The writ, in the cause, was made returnable on the second *168day of the next term succeeding its issue, and was served ten days before the first day of the term.
Had the writ been returnable in the Circuit Court, it would have been regular. Perk. Prac. 147. But the Common Pleas act of 1859, requires writs in that Court to -be returnable on the first day of a term. Acts 1859, p. 89.
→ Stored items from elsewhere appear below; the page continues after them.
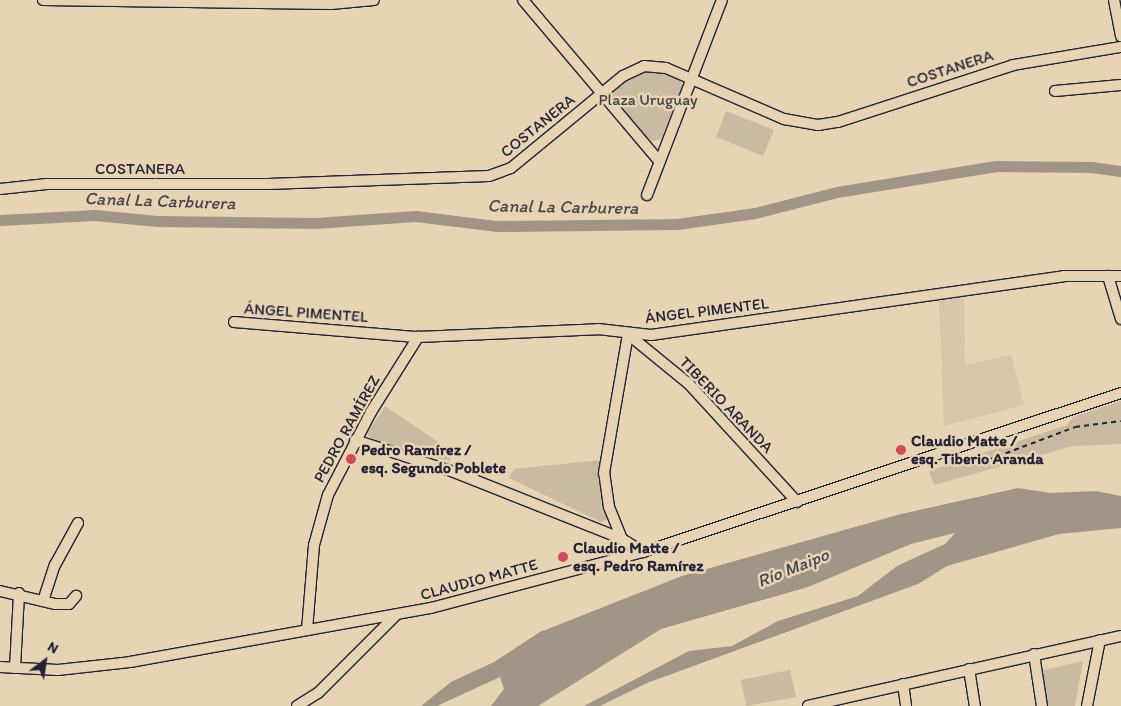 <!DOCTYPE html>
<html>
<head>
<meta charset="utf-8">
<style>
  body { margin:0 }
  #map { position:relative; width:1121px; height:706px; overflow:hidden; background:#e7d4b2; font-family:Itim,sans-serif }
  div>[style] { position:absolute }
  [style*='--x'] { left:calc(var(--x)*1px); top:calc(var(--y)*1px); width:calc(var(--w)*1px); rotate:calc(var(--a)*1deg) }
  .built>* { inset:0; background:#d9c6a9 }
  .green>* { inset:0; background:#cabaa1 }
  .water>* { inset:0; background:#a19587 }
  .canal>* { height:11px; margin:-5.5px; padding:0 5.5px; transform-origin:5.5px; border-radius:5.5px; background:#a19587 }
  .path>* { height:2px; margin-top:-1px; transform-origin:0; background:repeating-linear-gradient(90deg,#22223b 0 5px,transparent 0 9px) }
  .roads { filter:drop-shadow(1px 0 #22223b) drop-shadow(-1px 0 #22223b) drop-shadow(0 1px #22223b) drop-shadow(0 -1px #22223b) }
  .minor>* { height:10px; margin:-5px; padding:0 5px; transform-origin:5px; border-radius:5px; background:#e7d4b2 }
  .dots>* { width:14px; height:14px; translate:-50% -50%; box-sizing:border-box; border:2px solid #e7d4b2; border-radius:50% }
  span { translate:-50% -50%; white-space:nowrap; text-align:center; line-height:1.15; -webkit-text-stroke:5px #e7d4b2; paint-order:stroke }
  .street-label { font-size:16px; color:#22223b }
  .park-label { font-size:16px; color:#44404f }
  .poi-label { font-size:16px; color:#22223b; font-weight:700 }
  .left { translate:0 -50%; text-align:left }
  .water-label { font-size:18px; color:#484452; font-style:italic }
  .north { position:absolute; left:20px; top:636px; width:50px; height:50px; -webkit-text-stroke:4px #e7d4b2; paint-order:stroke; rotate:31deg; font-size:14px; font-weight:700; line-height:20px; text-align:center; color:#22223b }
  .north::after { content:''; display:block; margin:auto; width:18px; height:22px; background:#22223b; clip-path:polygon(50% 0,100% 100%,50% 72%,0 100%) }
</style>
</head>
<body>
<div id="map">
  <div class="built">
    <i style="clip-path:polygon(964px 297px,965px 365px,1011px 355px,1024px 405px,944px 426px,939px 299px)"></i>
  </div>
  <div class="green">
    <i style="clip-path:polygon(652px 70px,678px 79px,683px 85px,661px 139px,654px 141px,647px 139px,612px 99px,614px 91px,634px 75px)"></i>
    <i style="clip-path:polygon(726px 111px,774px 130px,763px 156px,716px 137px)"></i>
    <i style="clip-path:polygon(1121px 401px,1121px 444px,1073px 446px,934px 485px,929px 471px,1067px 425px,1073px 417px)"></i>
    <i style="clip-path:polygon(385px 406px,453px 452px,449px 461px,373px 442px,367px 433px)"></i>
    <i style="clip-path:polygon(601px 460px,600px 477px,608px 519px,601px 522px,509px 478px,514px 469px)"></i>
    <i style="clip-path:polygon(1083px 661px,1075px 706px,1046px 706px,1040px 671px)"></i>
    <i style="clip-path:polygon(790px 670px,796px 697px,746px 706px,741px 680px)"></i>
  </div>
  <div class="water">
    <i style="clip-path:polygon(1018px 488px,1051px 493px,1096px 491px,1121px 496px,1121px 528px,1059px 534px,947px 566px,918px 584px,647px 683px,600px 706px,584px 706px,689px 651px,732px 646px,778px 621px,858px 596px,897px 566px,945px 544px,955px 533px,911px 544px,808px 587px,661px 629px,538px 706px,491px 706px,504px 689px,500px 677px,437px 706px,421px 706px,451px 682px,494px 662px,540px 632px,682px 576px,901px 514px)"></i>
  </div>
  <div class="canal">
    <i style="--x:0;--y:220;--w:95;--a:-3"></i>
    <i style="--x:95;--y:215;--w:62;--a:5.5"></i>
    <i style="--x:157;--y:221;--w:158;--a:0.7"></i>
    <i style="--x:315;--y:223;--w:100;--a:-4"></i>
    <i style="--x:415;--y:216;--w:83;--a:7"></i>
    <i style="--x:497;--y:226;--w:180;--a:-0.6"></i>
    <i style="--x:677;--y:224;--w:79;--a:-8"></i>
    <i style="--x:755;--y:213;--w:85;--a:-14.4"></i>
    <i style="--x:837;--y:192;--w:161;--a:-9.3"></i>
    <i style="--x:996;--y:166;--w:95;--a:0.6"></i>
    <i style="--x:1091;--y:167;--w:30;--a:8"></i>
  </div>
  <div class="path">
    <i style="--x:967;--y:455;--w:12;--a:66"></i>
    <i style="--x:972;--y:466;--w:110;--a:-20.7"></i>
    <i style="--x:1075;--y:427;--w:46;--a:-7.4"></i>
  </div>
  <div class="roads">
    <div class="minor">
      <i style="--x:43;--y:0;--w:288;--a:0.8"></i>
      <i style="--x:331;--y:4;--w:43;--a:-5.3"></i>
      <i style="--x:523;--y:0;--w:211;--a:49.8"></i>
      <i style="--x:1114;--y:0;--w:37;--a:79"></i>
      <i style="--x:1055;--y:91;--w:66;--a:-5.2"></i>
      <i style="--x:0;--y:189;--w:47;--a:-6.1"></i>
      <i style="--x:47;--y:184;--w:221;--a:0"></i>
      <i style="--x:268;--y:184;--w:221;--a:-2.1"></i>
      <i style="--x:489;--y:176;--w:23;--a:-20"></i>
      <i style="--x:511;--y:168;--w:145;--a:-39.4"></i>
      <i style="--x:623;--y:76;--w:23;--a:-25"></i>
      <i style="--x:644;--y:66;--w:22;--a:5"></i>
      <i style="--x:666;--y:68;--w:129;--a:23.4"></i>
      <i style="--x:784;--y:119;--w:35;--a:10"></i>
      <i style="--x:818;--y:125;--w:20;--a:-9"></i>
      <i style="--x:838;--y:122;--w:184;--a:-18"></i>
      <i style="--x:1013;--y:65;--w:109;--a:-9.5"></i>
      <i style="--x:647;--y:195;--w:209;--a:-69"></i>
      <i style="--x:1108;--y:276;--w:45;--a:73.2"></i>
      <i style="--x:234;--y:322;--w:185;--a:4.7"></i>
      <i style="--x:418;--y:337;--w:180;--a:-2.5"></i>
      <i style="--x:598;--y:329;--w:53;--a:6.5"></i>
      <i style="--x:651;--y:335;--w:417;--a:-8.1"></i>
      <i style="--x:1064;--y:276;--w:57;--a:0"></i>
      <i style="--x:629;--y:335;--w:77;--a:39.2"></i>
      <i style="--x:689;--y:384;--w:160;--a:47.5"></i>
      <i style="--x:355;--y:440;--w:104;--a:17.9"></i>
      <i style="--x:454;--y:472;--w:181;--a:21.7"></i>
      <i style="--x:622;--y:539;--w:25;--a:32"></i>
      <i style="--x:622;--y:539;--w:35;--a:-112"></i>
      <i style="--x:609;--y:507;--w:34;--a:-98"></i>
      <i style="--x:604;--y:473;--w:141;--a:-80.2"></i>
      <i style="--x:0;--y:591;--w:57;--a:13.3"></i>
      <i style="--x:55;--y:604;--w:14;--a:0"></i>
      <i style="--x:69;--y:604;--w:11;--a:-49"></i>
      <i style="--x:43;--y:601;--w:38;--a:-72"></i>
      <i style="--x:55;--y:565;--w:48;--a:-61.3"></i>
      <i style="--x:307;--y:630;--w:85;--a:-85.3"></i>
      <i style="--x:314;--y:545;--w:52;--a:-74.4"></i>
      <i style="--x:328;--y:495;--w:93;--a:-62.6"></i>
      <i style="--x:371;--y:412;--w:89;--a:-57.9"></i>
      <i style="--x:1034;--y:654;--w:53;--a:81.3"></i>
      <i style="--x:0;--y:667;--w:58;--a:3"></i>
      <i style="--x:58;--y:670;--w:72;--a:-6.3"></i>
      <i style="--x:130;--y:662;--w:306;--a:-10.2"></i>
      <i style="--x:431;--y:608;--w:219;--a:-14.8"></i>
      <i style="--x:643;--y:552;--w:504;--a:-18.4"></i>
      <i style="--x:15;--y:668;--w:75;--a:-86.9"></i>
      <i style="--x:969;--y:669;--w:37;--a:81"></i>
      <i style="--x:903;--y:684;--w:22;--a:82"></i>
      <i style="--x:297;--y:706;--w:25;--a:-32"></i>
      <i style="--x:318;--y:693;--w:109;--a:-45"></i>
      <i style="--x:808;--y:706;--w:321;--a:-12.6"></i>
      <i style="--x:1087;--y:706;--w:67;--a:-78.9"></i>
    </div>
  </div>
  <div class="dots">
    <i style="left:901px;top:450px;background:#d1495b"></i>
    <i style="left:351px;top:459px;background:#d1495b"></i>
    <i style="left:563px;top:557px;background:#d1495b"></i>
  </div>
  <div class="street-label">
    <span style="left:950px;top:69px;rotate:-18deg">COSTANERA</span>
    <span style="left:538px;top:126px;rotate:-39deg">COSTANERA</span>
    <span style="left:140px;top:169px">COSTANERA</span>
    <span style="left:707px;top:311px;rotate:-7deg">ÁNGEL PIMENTEL</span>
    <span style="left:306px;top:313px;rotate:4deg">ÁNGEL PIMENTEL</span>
    <span style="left:726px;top:405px;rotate:46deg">TIBERIO ARANDA</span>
    <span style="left:347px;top:429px;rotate:-61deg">PEDRO RAMÍREZ</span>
    <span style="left:479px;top:580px;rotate:-15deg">CLAUDIO MATTE</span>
  </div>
  <div class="park-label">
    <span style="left:648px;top:100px">Plaza Uruguay</span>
  </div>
  <div class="poi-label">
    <span class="left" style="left:911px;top:450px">Claudio Matte /<br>esq. Tiberio Aranda</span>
    <span class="left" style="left:361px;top:459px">Pedro Ramírez /<br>esq. Segundo Poblete</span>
    <span class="left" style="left:573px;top:557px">Claudio Matte /<br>esq. Pedro Ramírez</span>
  </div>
  <div class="water-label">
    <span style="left:160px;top:201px;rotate:2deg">Canal La Carburera</span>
    <span style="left:563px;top:207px;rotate:1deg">Canal La Carburera</span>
    <span style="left:793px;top:568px;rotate:-22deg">Río Maipo</span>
  </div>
  <div class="north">N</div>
</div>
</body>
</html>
The naming of a wrong day, in the right term, in the writ, was, however, a mere clerical error, which worked no prejudice. The defendant knew the law, and knew that by it the writ was returnable on the first day of the term. White Water Valley, &c. Co. v. Henderson, 3 Ind. 3; Davidson v. Alvord, id. 1; Ziegenhager v. Doe, 1 Ind. 296. Had the writ been returnable to a wrong term, or run past a term, it would have been void. Carey v. Butler, 11 Ind. 391. Por a modification of this rule in attachment cases, see Will v. Whitney, 15 Ind. 194.
Hie note on which this suit was brought, was not payable at bank; was given in 1855, and was payable December 25, 1859. The defendant answered to the suit, that in 1856, after the giving of the note sued on, and before he had any notice of its assignment, he became indebted to the payee of it in the further sum of three hundred dollars, due at a future day, and the said payee agreed that if the defendant would then pay to Mm the said three hundred dollars, before it fell due, he would extend the time of payment of the note now sued on, till December 25, 1860. And the defendant avers that, in pursuance of said agreement, and as the consideration of such extension of time, he did then and there, and before the same was due, pay to said Camay, the payee of the note, said three hundred dollars, &e.
The Court sustained a demurrer to this answer. The Court erred.
It was held by the Supreme Court of Ohio, in Peck v. Beckwith, 10 Ohio St. Rep. 497, that when the payee and holder of a promissory note, before its maturity, agrees with the maker to give further specified time for its payment, in consideration of a sum of money then and there paid him by the maker, such agreement is a valid contract, and may be set up as a temporary bar in an action brought, before *169the expiration of such further time, against the maker, by an assignee who acquired the note after maturity, or with notice. In the case at bar, the new contract is shown to have been made before breach. See Billingsley v. Stratton, 11 Ind. 396, and cases cited. Payment of a debt before it is due, is a good consideration for a promise. See Fitzgerald v. Smith, 1 Ind. 310, 314. A subsequent verbal agreement, changing a previous written agreement, may be valid, and may be proved by parol, (Ind. Dig., p. 291,) in a case where the original contract might have been made by parol. Fry on Specific Performances, side p. 303. It is held in Lawell v. Rader, 24 Penn. St. Rep. 283, that where a sealed agreement is so changed by a subsequent written one, that the former could not be executed in connection with the latter, as made, the whole becomes paroL In McComb v. Kittridge, 14 Ohio Rep. 384, it is held that a written agreement, past due, may be altered by a parol agreement.
M. M. Ray and B. F. Davis, for the appellant.
William Henderson, for the appellee.
Per Curiam. — -The judgment is reversed, with costs. Cause remanded, &c.